TASK DESCRIPTION
Print each entry as it appears. Images stay out of the copy.

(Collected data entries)
★ ★ ★

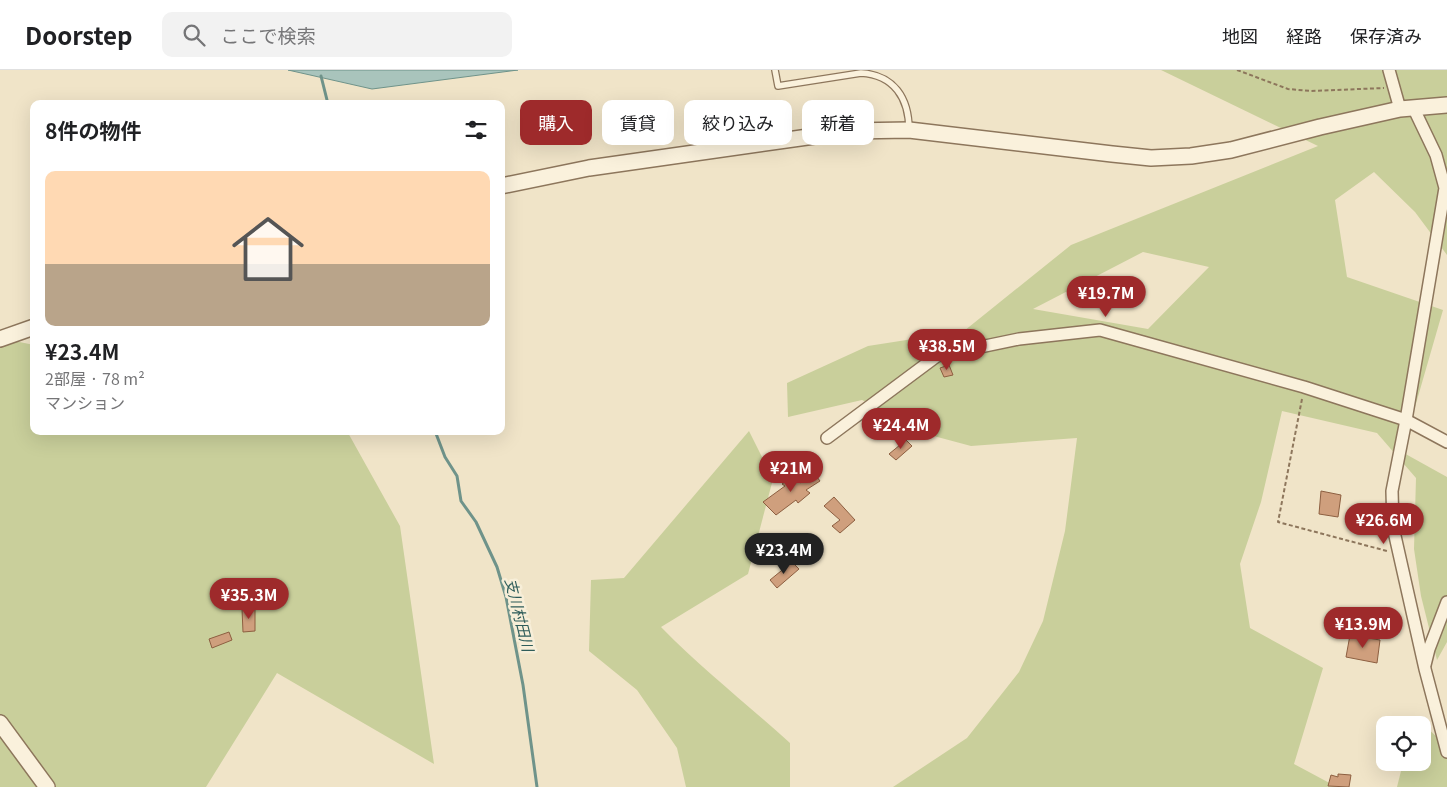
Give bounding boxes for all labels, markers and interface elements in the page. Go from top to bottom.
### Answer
search box [162,12,512,57]
text: Doorstep [25,17,132,52]
icon: search [180,21,208,49]
text: ここで検索 [220,21,315,48]
text: 地図 [1222,22,1258,48]
text: 経路 [1286,22,1322,48]
text: 保存済み [1350,22,1422,48]
chip: 購入 [520,100,592,145]
chip: 賃貸 [602,100,674,145]
chip: 絞り込み [684,100,792,145]
chip: 新着 [802,100,874,145]
text: 8件の物件 [45,115,141,145]
icon: filters [462,116,490,144]
icon: home [223,204,313,294]
pin: ¥19.7M [1065,276,1147,318]
text: ¥19.7M [1078,280,1134,304]
pin: ¥38.5M [906,328,988,371]
text: ¥38.5M [919,333,975,357]
text: ¥23.4M [45,336,119,366]
text: 2部屋 · 78 m² [45,366,145,390]
text: マンション [45,390,125,414]
pin: ¥24.4M [860,408,942,450]
text: ¥24.4M [873,412,929,436]
pin: ¥21M [761,450,821,493]
text: ¥21M [770,455,812,479]
pin: ¥26.6M [1343,502,1425,545]
text: ¥26.6M [1356,507,1412,531]
pin: ¥23.4M [743,532,825,575]
text: ¥23.4M [756,537,812,561]
water label: 支川村田川 [501,576,540,655]
pin: ¥35.3M [208,578,290,620]
text: ¥35.3M [221,582,277,606]
pin: ¥13.9M [1322,606,1404,649]
text: ¥13.9M [1335,611,1391,635]
map controls [1376,716,1431,771]
button: locate [1376,716,1431,771]

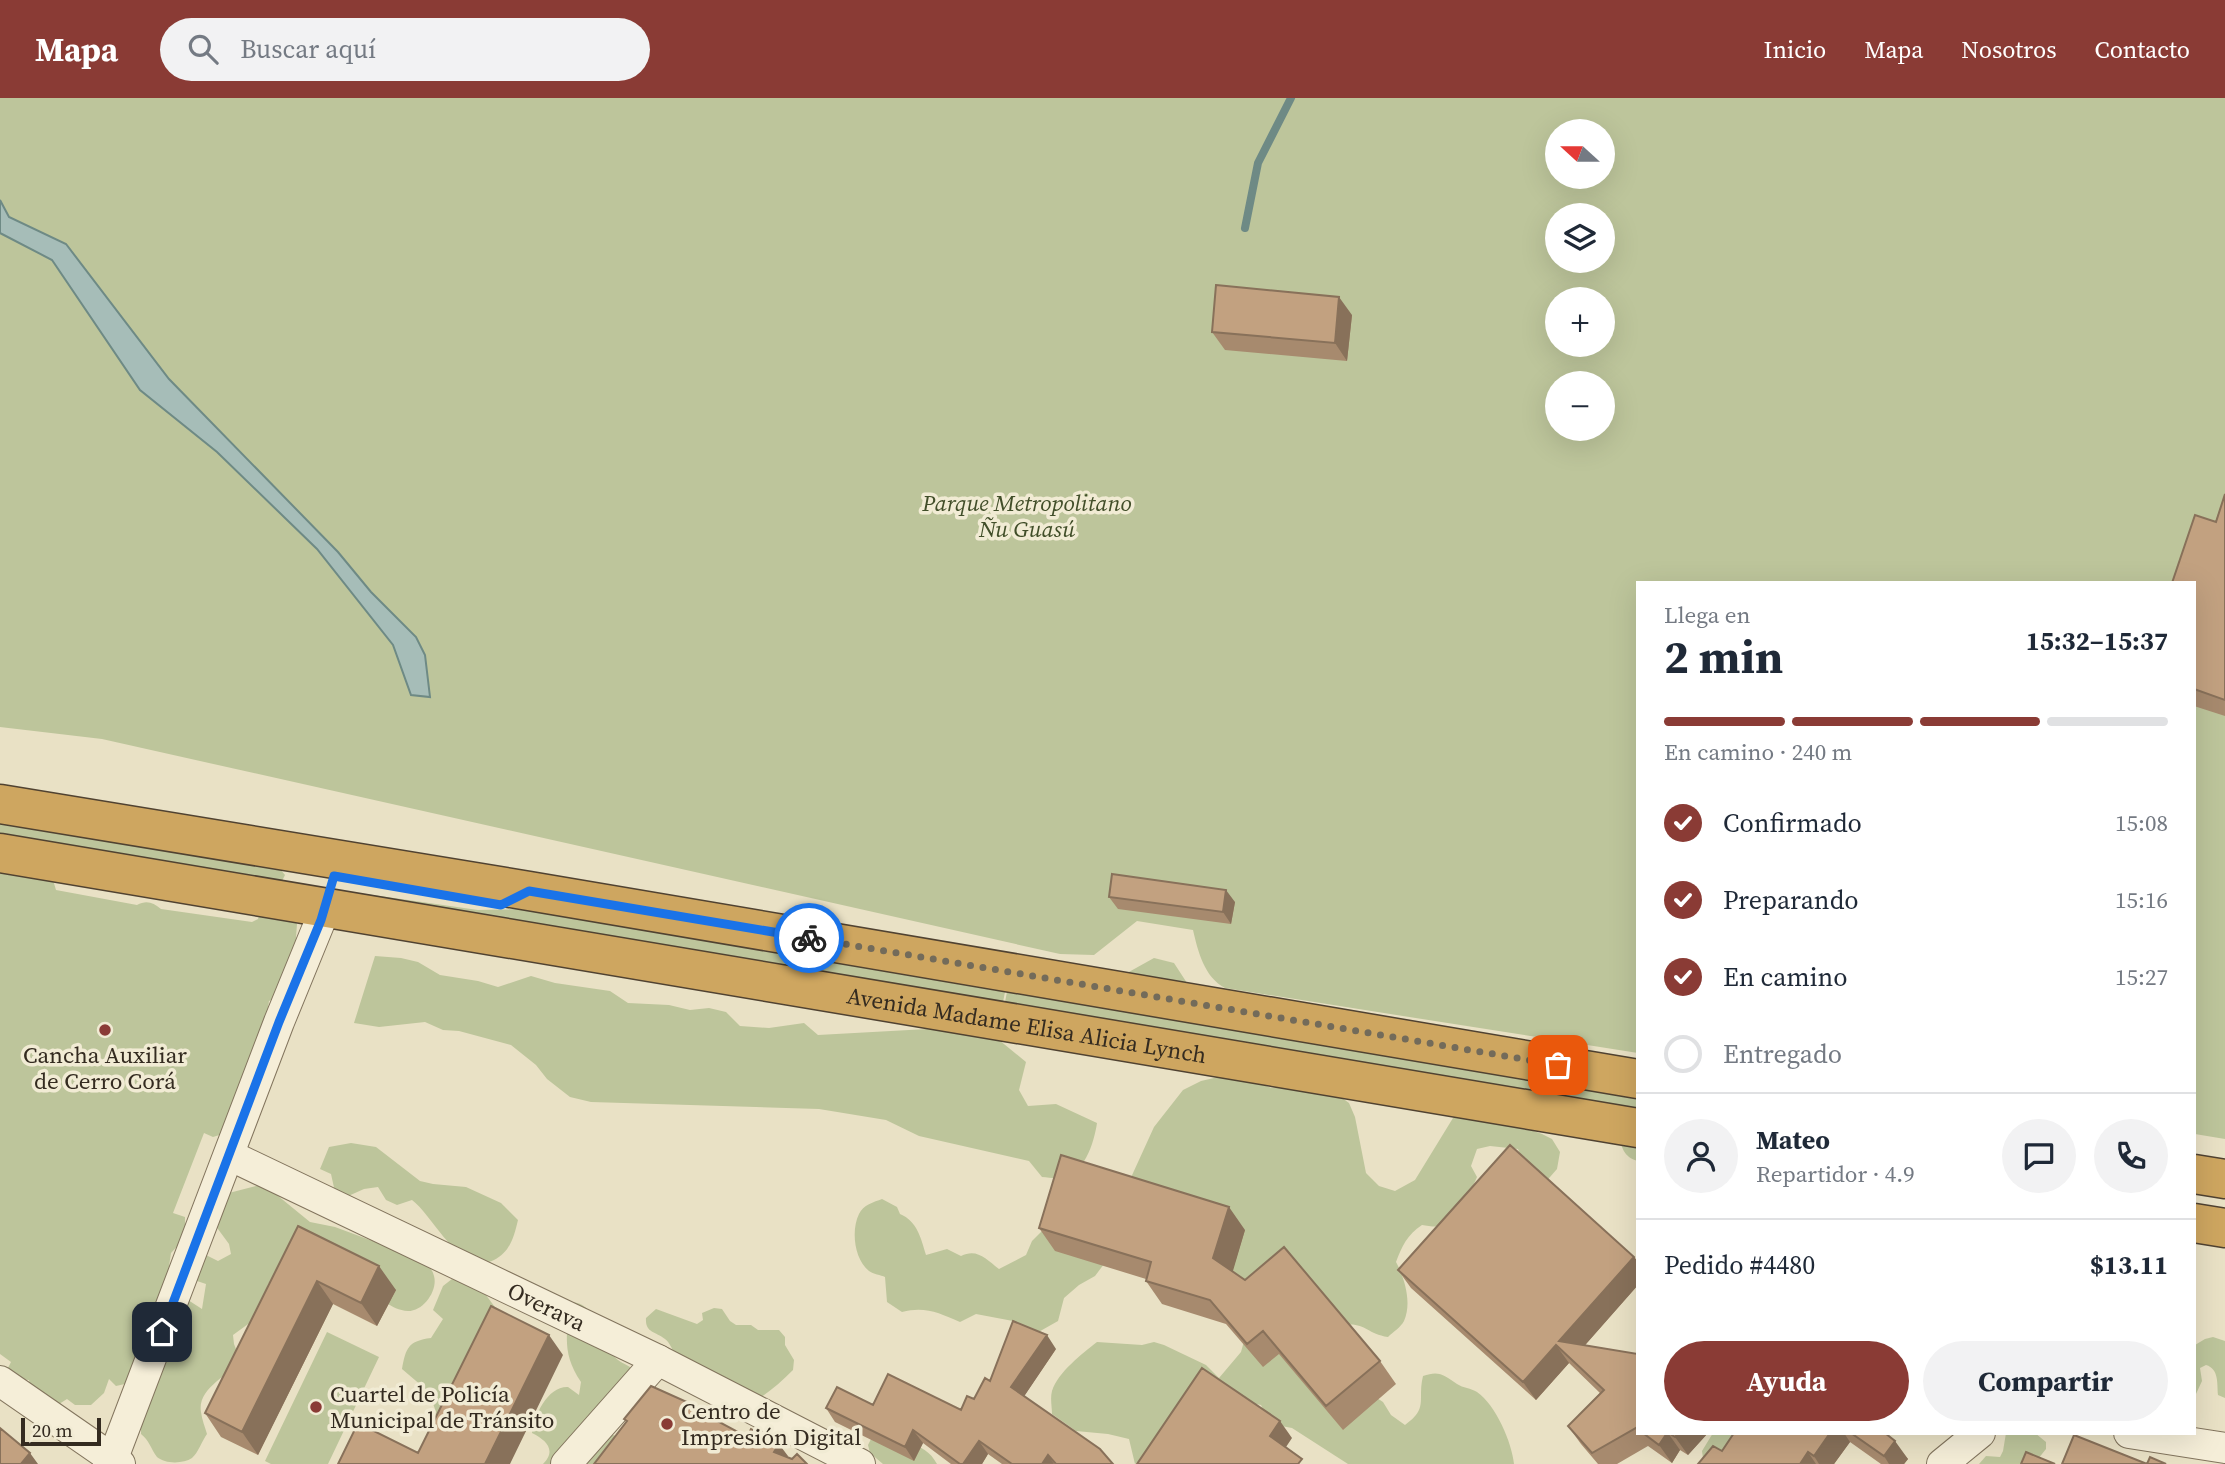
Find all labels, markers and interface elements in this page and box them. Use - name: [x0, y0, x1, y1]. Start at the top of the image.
- search box: [160, 18, 650, 81]
- text: Mapa: [35, 27, 118, 72]
- icon: search: [184, 30, 222, 68]
- text: Buscar aquí: [240, 31, 376, 67]
- text: Inicio: [1764, 33, 1826, 66]
- text: Mapa: [1864, 33, 1923, 66]
- text: Nosotros: [1961, 33, 2057, 66]
- text: Contacto: [2095, 33, 2190, 66]
- north arrow: [1545, 119, 1615, 189]
- map controls: [1545, 119, 1615, 441]
- button: layers: [1545, 203, 1615, 273]
- button: +: [1545, 287, 1615, 357]
- button: −: [1545, 371, 1615, 441]
- park label: Parque Metropolitano Ñu Guasú: [921, 487, 1132, 545]
- text: Llega en: [1664, 599, 1750, 631]
- text: 15:32–15:37: [2026, 623, 2168, 659]
- text: 2 min: [1664, 625, 1783, 688]
- text: En camino · 240 m: [1664, 736, 1852, 768]
- icon: check: [1664, 804, 1702, 842]
- text: Confirmado: [1723, 805, 1862, 841]
- text: 15:08: [2115, 807, 2168, 839]
- icon: check: [1664, 881, 1702, 919]
- text: Preparando: [1723, 882, 1859, 918]
- text: 15:16: [2115, 884, 2168, 916]
- courier: [774, 903, 844, 973]
- icon: bike: [790, 919, 828, 957]
- icon: check: [1664, 958, 1702, 996]
- text: En camino: [1723, 959, 1848, 995]
- text: 15:27: [2115, 961, 2168, 993]
- street label: Avenida Madame Elisa Alicia Lynch: [844, 979, 1209, 1071]
- marker: Cancha Auxiliar de Cerro Corá: [97, 1022, 113, 1038]
- pin: [1528, 1035, 1588, 1095]
- text: Entregado: [1723, 1036, 1842, 1072]
- place label: Cancha Auxiliar de Cerro Corá: [23, 1039, 187, 1097]
- icon: bag: [1539, 1046, 1577, 1084]
- button: person: [1664, 1119, 1738, 1193]
- button: chat: [2002, 1119, 2076, 1193]
- button: phone: [2094, 1119, 2168, 1193]
- text: Mateo: [1756, 1122, 1830, 1158]
- text: Repartidor · 4.9: [1756, 1158, 1915, 1190]
- text: Pedido #4480: [1664, 1247, 1815, 1283]
- text: $13.11: [2090, 1247, 2168, 1283]
- street label: Overava: [502, 1274, 591, 1339]
- pin: [132, 1302, 192, 1362]
- icon: home: [143, 1313, 181, 1351]
- button: Ayuda: [1664, 1341, 1909, 1421]
- button: Compartir: [1923, 1341, 2168, 1421]
- place label: Cuartel de Policía Municipal de Tránsito: [330, 1378, 554, 1436]
- place label: Centro de Impresión Digital: [681, 1395, 861, 1453]
- marker: Cuartel de Policía Municipal de Tránsito: [308, 1399, 324, 1415]
- scale bar: [21, 1415, 102, 1447]
- marker: Centro de Impresión Digital: [659, 1416, 675, 1432]
- text: 20 m: [32, 1417, 73, 1443]

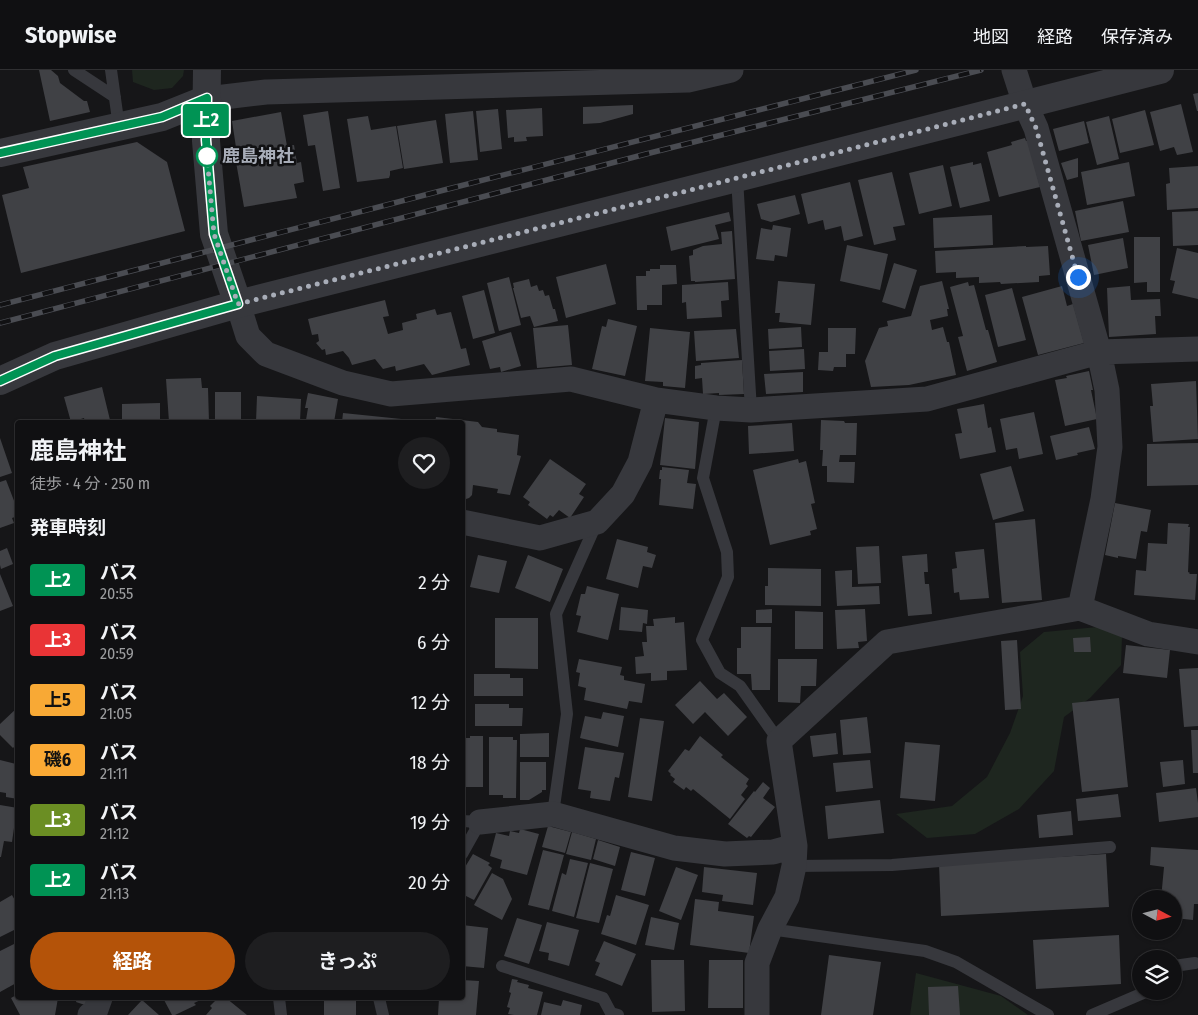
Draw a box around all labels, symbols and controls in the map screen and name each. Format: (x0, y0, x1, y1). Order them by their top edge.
text: Stopwise (25, 21, 117, 49)
text: 地図 (973, 26, 1009, 48)
text: 経路 (1037, 26, 1073, 48)
text: 保存済み (1101, 26, 1173, 48)
line badge: 上2 (184, 104, 228, 136)
text: 上2 (193, 109, 219, 131)
marker: 鹿島神社 (196, 145, 218, 167)
place label: 鹿島神社 (222, 145, 294, 167)
your location (1066, 265, 1091, 290)
text: 鹿島神社 (30, 437, 126, 465)
button: heart (398, 437, 450, 489)
text: 徒歩 · 4 分 · 250 m (30, 474, 150, 493)
text: 発車時刻 (30, 516, 106, 539)
text: バス (100, 561, 138, 584)
text: 上2 (44, 569, 71, 591)
text: 2 分 (418, 571, 450, 594)
text: 20:55 (100, 584, 133, 603)
text: バス (100, 621, 138, 644)
text: 上3 (44, 629, 71, 651)
text: 6 分 (417, 631, 450, 654)
text: 20:59 (100, 644, 134, 663)
text: バス (100, 681, 138, 704)
text: 上5 (44, 689, 71, 711)
text: 12 分 (411, 691, 450, 714)
text: 21:05 (100, 704, 132, 723)
text: バス (100, 741, 138, 764)
text: 磯6 (44, 749, 71, 771)
text: 18 分 (410, 751, 450, 774)
text: 21:11 (100, 764, 128, 783)
text: バス (100, 801, 138, 824)
text: 上3 (44, 809, 71, 831)
text: 19 分 (410, 811, 450, 834)
text: 21:12 (100, 824, 129, 843)
text: バス (100, 861, 138, 884)
text: 上2 (44, 869, 71, 891)
text: 20 分 (408, 871, 450, 894)
text: 21:13 (100, 884, 129, 903)
north arrow (1132, 890, 1182, 940)
map controls (1132, 890, 1182, 1000)
button: 経路 (30, 932, 235, 990)
button: きっぷ (245, 932, 450, 990)
button: layers (1132, 950, 1182, 1000)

★ ★ ★

WRITTEN ANSWER
Give bounding boxes for all labels, markers and interface elements in the page. Go from top to bottom.
### Answer
search box [162,12,512,57]
text: Doorstep [25,17,132,52]
icon: search [180,21,208,49]
text: ここで検索 [220,21,315,48]
text: 地図 [1222,22,1258,48]
text: 経路 [1286,22,1322,48]
text: 保存済み [1350,22,1422,48]
chip: 購入 [520,100,592,145]
chip: 賃貸 [602,100,674,145]
chip: 絞り込み [684,100,792,145]
chip: 新着 [802,100,874,145]
text: 8件の物件 [45,115,141,145]
icon: filters [462,116,490,144]
icon: home [223,204,313,294]
pin: ¥19.7M [1065,276,1147,318]
text: ¥19.7M [1078,280,1134,304]
pin: ¥38.5M [906,328,988,371]
text: ¥38.5M [919,333,975,357]
text: ¥23.4M [45,336,119,366]
text: 2部屋 · 78 m² [45,366,145,390]
text: マンション [45,390,125,414]
pin: ¥24.4M [860,408,942,450]
text: ¥24.4M [873,412,929,436]
pin: ¥21M [761,450,821,493]
text: ¥21M [770,455,812,479]
pin: ¥26.6M [1343,502,1425,545]
text: ¥26.6M [1356,507,1412,531]
pin: ¥23.4M [743,532,825,575]
text: ¥23.4M [756,537,812,561]
water label: 支川村田川 [501,576,540,655]
pin: ¥35.3M [208,578,290,620]
text: ¥35.3M [221,582,277,606]
pin: ¥13.9M [1322,606,1404,649]
text: ¥13.9M [1335,611,1391,635]
map controls [1376,716,1431,771]
button: locate [1376,716,1431,771]

Find all labels, markers and interface elements in this page and box them. Use - name: [x0, y0, x1, y1]. Start at the top of the image.
- search box: [160, 18, 650, 81]
- text: Mapa: [35, 27, 118, 72]
- icon: search: [184, 30, 222, 68]
- text: Buscar aquí: [240, 31, 376, 67]
- text: Inicio: [1764, 33, 1826, 66]
- text: Mapa: [1864, 33, 1923, 66]
- text: Nosotros: [1961, 33, 2057, 66]
- text: Contacto: [2095, 33, 2190, 66]
- north arrow: [1545, 119, 1615, 189]
- map controls: [1545, 119, 1615, 441]
- button: layers: [1545, 203, 1615, 273]
- button: +: [1545, 287, 1615, 357]
- button: −: [1545, 371, 1615, 441]
- park label: Parque Metropolitano Ñu Guasú: [921, 487, 1132, 545]
- text: Llega en: [1664, 599, 1750, 631]
- text: 15:32–15:37: [2026, 623, 2168, 659]
- text: 2 min: [1664, 625, 1783, 688]
- text: En camino · 240 m: [1664, 736, 1852, 768]
- icon: check: [1664, 804, 1702, 842]
- text: Confirmado: [1723, 805, 1862, 841]
- text: 15:08: [2115, 807, 2168, 839]
- icon: check: [1664, 881, 1702, 919]
- text: Preparando: [1723, 882, 1859, 918]
- text: 15:16: [2115, 884, 2168, 916]
- courier: [774, 903, 844, 973]
- icon: bike: [790, 919, 828, 957]
- icon: check: [1664, 958, 1702, 996]
- text: En camino: [1723, 959, 1848, 995]
- text: 15:27: [2115, 961, 2168, 993]
- street label: Avenida Madame Elisa Alicia Lynch: [844, 979, 1209, 1071]
- marker: Cancha Auxiliar de Cerro Corá: [97, 1022, 113, 1038]
- pin: [1528, 1035, 1588, 1095]
- text: Entregado: [1723, 1036, 1842, 1072]
- place label: Cancha Auxiliar de Cerro Corá: [23, 1039, 187, 1097]
- icon: bag: [1539, 1046, 1577, 1084]
- button: person: [1664, 1119, 1738, 1193]
- button: chat: [2002, 1119, 2076, 1193]
- button: phone: [2094, 1119, 2168, 1193]
- text: Mateo: [1756, 1122, 1830, 1158]
- text: Repartidor · 4.9: [1756, 1158, 1915, 1190]
- text: Pedido #4480: [1664, 1247, 1815, 1283]
- text: $13.11: [2090, 1247, 2168, 1283]
- street label: Overava: [502, 1274, 591, 1339]
- pin: [132, 1302, 192, 1362]
- icon: home: [143, 1313, 181, 1351]
- button: Ayuda: [1664, 1341, 1909, 1421]
- button: Compartir: [1923, 1341, 2168, 1421]
- place label: Cuartel de Policía Municipal de Tránsito: [330, 1378, 554, 1436]
- place label: Centro de Impresión Digital: [681, 1395, 861, 1453]
- marker: Cuartel de Policía Municipal de Tránsito: [308, 1399, 324, 1415]
- scale bar: [21, 1415, 102, 1447]
- marker: Centro de Impresión Digital: [659, 1416, 675, 1432]
- text: 20 m: [32, 1417, 73, 1443]

Draw a box around all labels, symbols and controls in the map screen and name each. Format: (x0, y0, x1, y1). Order them by their top edge.
text: Stopwise (25, 21, 117, 49)
text: 地図 (973, 26, 1009, 48)
text: 経路 (1037, 26, 1073, 48)
text: 保存済み (1101, 26, 1173, 48)
line badge: 上2 (184, 104, 228, 136)
text: 上2 (193, 109, 219, 131)
marker: 鹿島神社 (196, 145, 218, 167)
place label: 鹿島神社 (222, 145, 294, 167)
your location (1066, 265, 1091, 290)
text: 鹿島神社 (30, 437, 126, 465)
button: heart (398, 437, 450, 489)
text: 徒歩 · 4 分 · 250 m (30, 474, 150, 493)
text: 発車時刻 (30, 516, 106, 539)
text: バス (100, 561, 138, 584)
text: 上2 (44, 569, 71, 591)
text: 2 分 (418, 571, 450, 594)
text: 20:55 (100, 584, 133, 603)
text: バス (100, 621, 138, 644)
text: 上3 (44, 629, 71, 651)
text: 6 分 (417, 631, 450, 654)
text: 20:59 (100, 644, 134, 663)
text: バス (100, 681, 138, 704)
text: 上5 (44, 689, 71, 711)
text: 12 分 (411, 691, 450, 714)
text: 21:05 (100, 704, 132, 723)
text: バス (100, 741, 138, 764)
text: 磯6 (44, 749, 71, 771)
text: 18 分 (410, 751, 450, 774)
text: 21:11 (100, 764, 128, 783)
text: バス (100, 801, 138, 824)
text: 上3 (44, 809, 71, 831)
text: 19 分 (410, 811, 450, 834)
text: 21:12 (100, 824, 129, 843)
text: バス (100, 861, 138, 884)
text: 上2 (44, 869, 71, 891)
text: 20 分 (408, 871, 450, 894)
text: 21:13 (100, 884, 129, 903)
north arrow (1132, 890, 1182, 940)
map controls (1132, 890, 1182, 1000)
button: 経路 (30, 932, 235, 990)
button: きっぷ (245, 932, 450, 990)
button: layers (1132, 950, 1182, 1000)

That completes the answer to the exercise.